Provide a verbatim copy of the data below.
============================================================
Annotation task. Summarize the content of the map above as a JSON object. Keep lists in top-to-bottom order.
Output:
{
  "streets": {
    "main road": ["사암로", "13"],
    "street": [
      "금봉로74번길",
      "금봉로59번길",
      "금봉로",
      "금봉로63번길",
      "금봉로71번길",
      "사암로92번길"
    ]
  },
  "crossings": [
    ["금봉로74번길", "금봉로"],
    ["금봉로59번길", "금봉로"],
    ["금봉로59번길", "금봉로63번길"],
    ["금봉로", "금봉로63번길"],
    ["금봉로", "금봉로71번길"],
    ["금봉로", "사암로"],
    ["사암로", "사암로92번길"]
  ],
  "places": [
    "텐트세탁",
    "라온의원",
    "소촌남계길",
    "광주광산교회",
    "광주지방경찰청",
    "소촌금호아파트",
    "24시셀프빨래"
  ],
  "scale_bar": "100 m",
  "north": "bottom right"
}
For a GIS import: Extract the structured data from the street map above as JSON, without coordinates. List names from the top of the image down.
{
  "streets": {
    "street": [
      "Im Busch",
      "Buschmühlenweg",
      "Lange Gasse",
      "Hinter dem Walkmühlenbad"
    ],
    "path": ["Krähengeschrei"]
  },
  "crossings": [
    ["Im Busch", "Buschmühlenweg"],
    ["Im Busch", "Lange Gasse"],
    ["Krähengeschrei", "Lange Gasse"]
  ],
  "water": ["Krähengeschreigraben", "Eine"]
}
============================================================
## Solution for this task:
Annotation task. Summarize the content of the map above as a JSON object. Keep lists in top-to-bottom order.
Output:
{
  "streets": {
    "main road": ["사암로", "13"],
    "street": [
      "금봉로74번길",
      "금봉로59번길",
      "금봉로",
      "금봉로63번길",
      "금봉로71번길",
      "사암로92번길"
    ]
  },
  "crossings": [
    ["금봉로74번길", "금봉로"],
    ["금봉로59번길", "금봉로"],
    ["금봉로59번길", "금봉로63번길"],
    ["금봉로", "금봉로63번길"],
    ["금봉로", "금봉로71번길"],
    ["금봉로", "사암로"],
    ["사암로", "사암로92번길"]
  ],
  "places": [
    "텐트세탁",
    "라온의원",
    "소촌남계길",
    "광주광산교회",
    "광주지방경찰청",
    "소촌금호아파트",
    "24시셀프빨래"
  ],
  "scale_bar": "100 m",
  "north": "bottom right"
}
For a GIS import: Extract the structured data from the street map above as JSON, without coordinates. List names from the top of the image down.
{
  "streets": {
    "street": [
      "Im Busch",
      "Buschmühlenweg",
      "Lange Gasse",
      "Hinter dem Walkmühlenbad"
    ],
    "path": ["Krähengeschrei"]
  },
  "crossings": [
    ["Im Busch", "Buschmühlenweg"],
    ["Im Busch", "Lange Gasse"],
    ["Krähengeschrei", "Lange Gasse"]
  ],
  "water": ["Krähengeschreigraben", "Eine"]
}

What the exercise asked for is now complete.